Top of Task material

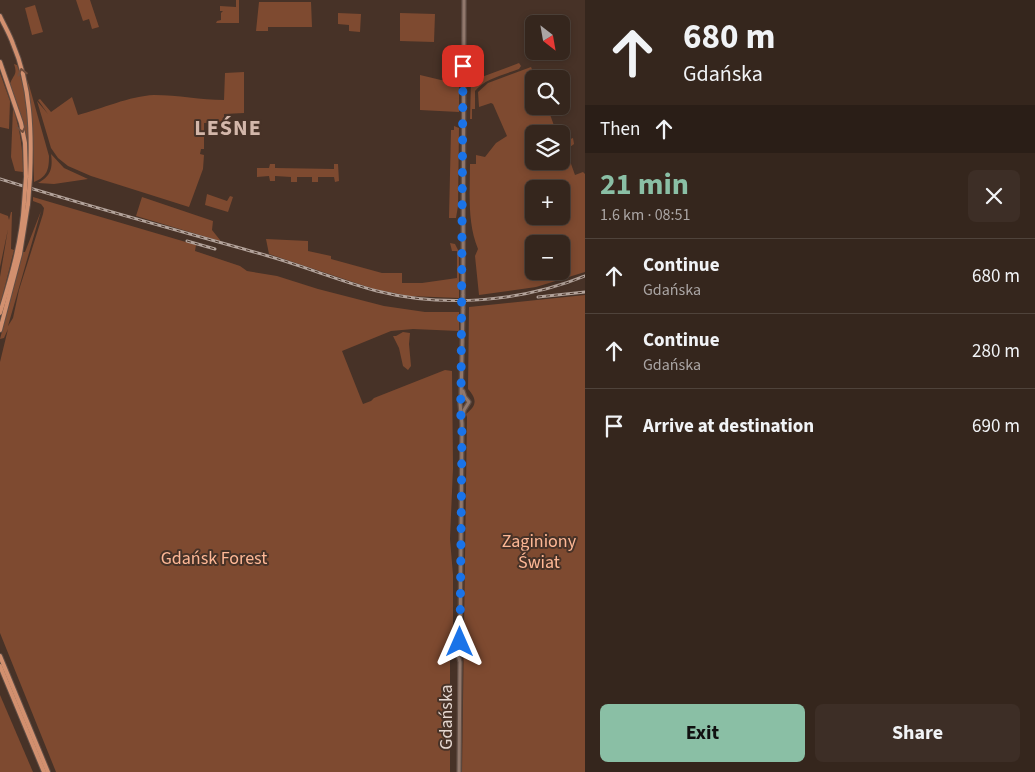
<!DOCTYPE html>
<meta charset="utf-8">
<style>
:root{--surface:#35261d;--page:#3d2e26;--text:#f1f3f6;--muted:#aaa5a4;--line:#4f433b;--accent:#8abfa5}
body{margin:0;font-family:"Source Sans 3",sans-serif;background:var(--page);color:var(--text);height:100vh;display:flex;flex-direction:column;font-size:19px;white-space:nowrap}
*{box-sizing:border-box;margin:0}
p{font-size:16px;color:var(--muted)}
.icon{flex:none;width:28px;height:28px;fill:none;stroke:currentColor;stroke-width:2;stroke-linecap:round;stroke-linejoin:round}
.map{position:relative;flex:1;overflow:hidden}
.details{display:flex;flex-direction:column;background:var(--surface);width:450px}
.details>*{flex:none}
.hud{background:#35261d;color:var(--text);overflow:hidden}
.needle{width:32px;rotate:149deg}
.tools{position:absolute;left:525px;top:15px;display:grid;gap:10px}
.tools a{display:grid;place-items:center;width:45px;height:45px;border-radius:8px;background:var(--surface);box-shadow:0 2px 8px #0003,0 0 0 1px var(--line);font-size:25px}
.pin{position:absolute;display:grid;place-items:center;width:42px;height:42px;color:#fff;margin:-21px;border-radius:10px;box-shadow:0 2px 8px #0006}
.me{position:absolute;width:55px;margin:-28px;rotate:0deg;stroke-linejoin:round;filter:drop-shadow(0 0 4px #0008)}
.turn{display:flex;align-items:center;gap:18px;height:105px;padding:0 15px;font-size:22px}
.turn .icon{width:65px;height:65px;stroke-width:2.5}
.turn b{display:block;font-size:35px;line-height:42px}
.then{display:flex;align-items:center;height:48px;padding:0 15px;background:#0003;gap:10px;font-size:19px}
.round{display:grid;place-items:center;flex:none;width:52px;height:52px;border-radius:8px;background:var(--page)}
.head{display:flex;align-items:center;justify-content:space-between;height:85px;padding:0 15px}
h1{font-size:30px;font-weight:700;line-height:38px;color:var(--accent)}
.cta{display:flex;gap:10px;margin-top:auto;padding:10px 15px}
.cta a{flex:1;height:58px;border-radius:8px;background:var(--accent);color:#111;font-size:20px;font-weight:700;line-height:58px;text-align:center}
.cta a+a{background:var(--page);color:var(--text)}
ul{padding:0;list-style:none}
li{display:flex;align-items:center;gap:15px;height:75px;padding:0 15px;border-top:1px solid var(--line)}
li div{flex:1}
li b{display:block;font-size:19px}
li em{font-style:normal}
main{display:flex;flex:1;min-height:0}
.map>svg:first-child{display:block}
.green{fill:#7e4a30;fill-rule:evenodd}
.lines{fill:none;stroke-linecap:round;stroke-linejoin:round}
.secondary-casing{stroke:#614e45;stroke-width:5.5}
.primary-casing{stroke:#614e45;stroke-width:6}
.secondary{stroke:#91786c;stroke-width:3}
.primary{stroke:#d2906f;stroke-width:4}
.rail-casing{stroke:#b2a29a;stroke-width:3}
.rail{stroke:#473227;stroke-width:1;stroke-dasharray:4;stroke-linecap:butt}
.secondary-bridge-casing{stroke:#614e45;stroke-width:5.5;stroke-linecap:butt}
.primary-bridge-casing{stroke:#614e45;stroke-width:6;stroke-linecap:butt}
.secondary-bridge{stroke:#91786c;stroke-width:3}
.primary-bridge{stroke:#d2906f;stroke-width:4}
.oneway{stroke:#714e3d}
.route{stroke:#1a73e8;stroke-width:9;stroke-dasharray:0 16.2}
.labels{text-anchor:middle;stroke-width:4;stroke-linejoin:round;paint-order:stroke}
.park-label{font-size:18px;fill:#feb896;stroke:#473227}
.street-label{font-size:18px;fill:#e5d7d0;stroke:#473227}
.district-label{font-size:22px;font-weight:bold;letter-spacing:1px;fill:#d3b7aa;stroke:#473227}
</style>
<main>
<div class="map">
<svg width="585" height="772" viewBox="0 0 585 772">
<rect width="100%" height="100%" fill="#473227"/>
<!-- green -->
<g class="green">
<polygon points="90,0 99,27 92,29 89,19 83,21 76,0"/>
<polygon points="236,0 239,0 239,23 216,23 217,21 221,20 221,13 223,11 220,11 220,6 236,7"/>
<polygon points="259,2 311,2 312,27 268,27 268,31 256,31"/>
<polygon points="35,5 43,32 32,35 25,8"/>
<polygon points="338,13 361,14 360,32 349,31 349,25 338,24"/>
<polygon points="400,13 435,14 434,42 400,41"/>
<path d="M519,63L521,66L519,69C503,75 484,79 475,91V109H472V119H470L471,81Z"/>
<path d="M14,64L17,65C24,84 33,124 29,143L26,141L20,114L10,84C13,75 18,75 14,64Z"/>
<path d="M21,65L29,85L49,156C49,170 47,177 34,182L33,140L31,113Z"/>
<path d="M531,67L536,79H534V106H547L557,134H534V161H561V141L563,142L573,138L574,144L566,150L575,175L583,172L585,174V272L536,287L479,295L475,256L478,249C467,222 470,193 470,164H476V155L485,157L496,143L507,136L493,104L491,103L479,107L478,92L488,83ZM534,189H561V216H534ZM534,244H561V271H534Z"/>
<path d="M244,72V113L224,114V122L204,123V149H201L200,154L204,155L203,169L189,207L91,176L68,166L58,158L51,148L37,101L48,114L38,100L40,99L51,112L72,97L78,115C101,109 130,96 154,95C178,95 201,100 224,100L225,73Z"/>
<polygon points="0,73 10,101 9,129 0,127"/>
<polygon points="420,75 441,80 459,82 459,112 420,110"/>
<path d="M13,108C20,129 23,149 23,172L15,171L11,157Z"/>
<polygon points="454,126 459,128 458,206 456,218 449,218 451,130 454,130"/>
<path d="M51,154L64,168L88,179L54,184L38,183C51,176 53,168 51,154Z"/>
<polygon points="270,164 275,164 275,168 334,169 334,164 338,164 339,181 335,182 334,177 318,177 318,182 312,182 312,177 297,177 297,182 291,182 291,177 275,176 275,181 270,181 269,176 257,177 257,168 269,168"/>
<polygon points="207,194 227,201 230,196 233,197 228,212 205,205"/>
<polygon points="33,197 196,245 195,251 240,266 247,271 277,276 318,289 384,306 425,312 459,312 459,331 413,329 391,331 342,351 363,404 371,401 374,398 445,370 452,371 453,468 450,539 453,575 453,625 450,646 450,772 56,772 0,633 0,362 8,329 4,338 0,339 23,252 25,252 41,211 8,326 13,318 19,290 43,214 44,208 41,204 33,201"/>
<polygon points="142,197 213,221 212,230 220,240 220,241 136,216"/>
<polygon points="11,212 12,212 11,249 14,250 0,306 0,277 8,229 0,267 0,213 8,216 9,220"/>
<polygon points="266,239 308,241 308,251 331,256 331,259 382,273 402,273 402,283 422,283 457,278 457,251 452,251 450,243 455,244 459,252 459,298 409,296 374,289 269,254"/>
<path d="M585,295V772H462L467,417L466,414C476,406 478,400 468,389L469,307Z"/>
<polygon points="403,332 410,333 409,344 411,366 408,370 403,366 399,348 393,336 396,336"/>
<polygon points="0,695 33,772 0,772"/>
</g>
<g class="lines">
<!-- secondary casing -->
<g class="secondary-casing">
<g id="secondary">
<polyline points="463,295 464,0"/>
<polyline points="463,391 465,397 469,402 464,410 463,416"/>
<polyline points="459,772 460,662 458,655 460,651 462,424 460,403 461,398 463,309"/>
</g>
</g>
<!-- primary casing -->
<g class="primary-casing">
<g id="primary">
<path d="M0,16C4,25 10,35 13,44C31,86 32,133 30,178"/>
<polyline points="0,62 21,123 25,143 26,177"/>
<path d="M0,313C11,278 22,240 24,203"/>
<polyline points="0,330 20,254 28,204"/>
<polyline points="0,656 48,772"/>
<polyline points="0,666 44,772"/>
</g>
</g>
<!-- secondary -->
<use href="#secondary" class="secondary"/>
<!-- primary -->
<use href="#primary" class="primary"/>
<!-- rail casing -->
<g class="rail-casing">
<g id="rail">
<path d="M0,179C84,205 169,228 254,252C296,263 336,280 377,291C444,308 521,302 585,276"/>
<polyline points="187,241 215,249"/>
<polyline points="538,297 585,292"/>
</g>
</g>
<!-- rail -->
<use href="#rail" class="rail"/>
<!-- secondary-bridge casing -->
<g class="secondary-bridge-casing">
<polyline id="secondary-bridge" points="463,309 463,295"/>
</g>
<!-- primary-bridge casing -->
<g class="primary-bridge-casing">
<g id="primary-bridge">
<polyline points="24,203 26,177"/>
<polyline points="28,204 30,178"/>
</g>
</g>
<!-- secondary-bridge -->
<use href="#secondary-bridge" class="secondary-bridge"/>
<!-- primary-bridge -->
<use href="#primary-bridge" class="primary-bridge"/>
</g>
<!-- one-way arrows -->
<defs><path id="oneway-chevron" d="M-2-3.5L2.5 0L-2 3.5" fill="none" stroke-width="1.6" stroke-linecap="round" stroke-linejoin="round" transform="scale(1.25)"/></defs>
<g class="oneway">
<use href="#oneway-chevron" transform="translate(22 72) rotate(-104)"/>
<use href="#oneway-chevron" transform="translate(22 129) rotate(78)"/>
</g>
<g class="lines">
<!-- route -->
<polyline class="route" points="460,642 462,433 460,403 461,398 463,66"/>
</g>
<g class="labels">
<!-- park labels -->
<g class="park-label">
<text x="539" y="547">Zaginiony<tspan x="539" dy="21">Świat</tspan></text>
<text x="214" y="564">Gdańsk Forest</text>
</g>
<!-- street labels -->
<g class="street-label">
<text transform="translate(446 717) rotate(-90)" y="6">Gdańska</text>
</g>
<!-- district labels -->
<g class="district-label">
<text x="228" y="135">LEŚNE</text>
</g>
</g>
</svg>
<div class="tools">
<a><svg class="needle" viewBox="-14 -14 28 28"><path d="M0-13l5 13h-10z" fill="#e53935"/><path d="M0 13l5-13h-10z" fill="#aaa5a4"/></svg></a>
<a><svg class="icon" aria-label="search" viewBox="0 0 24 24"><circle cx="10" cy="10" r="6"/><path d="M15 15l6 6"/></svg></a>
<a><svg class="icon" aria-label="layers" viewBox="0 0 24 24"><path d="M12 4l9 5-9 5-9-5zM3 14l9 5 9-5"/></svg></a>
<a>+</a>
<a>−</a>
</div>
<div class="pin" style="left:463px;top:66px;background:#d93025"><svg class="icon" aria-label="arrive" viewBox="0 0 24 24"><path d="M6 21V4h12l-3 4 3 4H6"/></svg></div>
<svg class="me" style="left:460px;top:642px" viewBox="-20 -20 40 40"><path d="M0-17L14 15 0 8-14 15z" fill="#1a73e8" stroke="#fff" stroke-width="4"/></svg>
</div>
<section class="details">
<div class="hud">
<div class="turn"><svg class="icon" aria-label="ahead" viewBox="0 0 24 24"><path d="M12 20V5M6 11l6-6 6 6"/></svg><div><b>680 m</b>Gdańska</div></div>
<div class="then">Then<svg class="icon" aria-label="ahead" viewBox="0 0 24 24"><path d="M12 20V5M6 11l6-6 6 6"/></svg></div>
</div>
<div class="head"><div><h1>21 min</h1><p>1.6 km · 08:51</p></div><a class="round"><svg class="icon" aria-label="close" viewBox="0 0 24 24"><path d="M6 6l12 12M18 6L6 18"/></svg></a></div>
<ul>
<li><svg class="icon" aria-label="ahead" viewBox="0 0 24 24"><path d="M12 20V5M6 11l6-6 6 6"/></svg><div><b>Continue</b><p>Gdańska</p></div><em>680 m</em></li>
<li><svg class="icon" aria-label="ahead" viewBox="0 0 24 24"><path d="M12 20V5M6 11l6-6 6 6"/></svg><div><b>Continue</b><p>Gdańska</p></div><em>280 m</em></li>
<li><svg class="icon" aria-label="arrive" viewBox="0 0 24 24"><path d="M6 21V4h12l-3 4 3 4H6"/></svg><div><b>Arrive at destination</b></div><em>690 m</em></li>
</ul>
<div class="cta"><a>Exit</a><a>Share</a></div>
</section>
</main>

Bottom of Task material

> **Exercise requirements**
What lines above hold the word "butt"? Pull each one out.

> **Reply to the task**
.rail{stroke:#473227;stroke-width:1;stroke-dasharray:4;stroke-linecap:butt}
.secondary-bridge-casing{stroke:#614e45;stroke-width:5.5;stroke-linecap:butt}
.primary-bridge-casing{stroke:#614e45;stroke-width:6;stroke-linecap:butt}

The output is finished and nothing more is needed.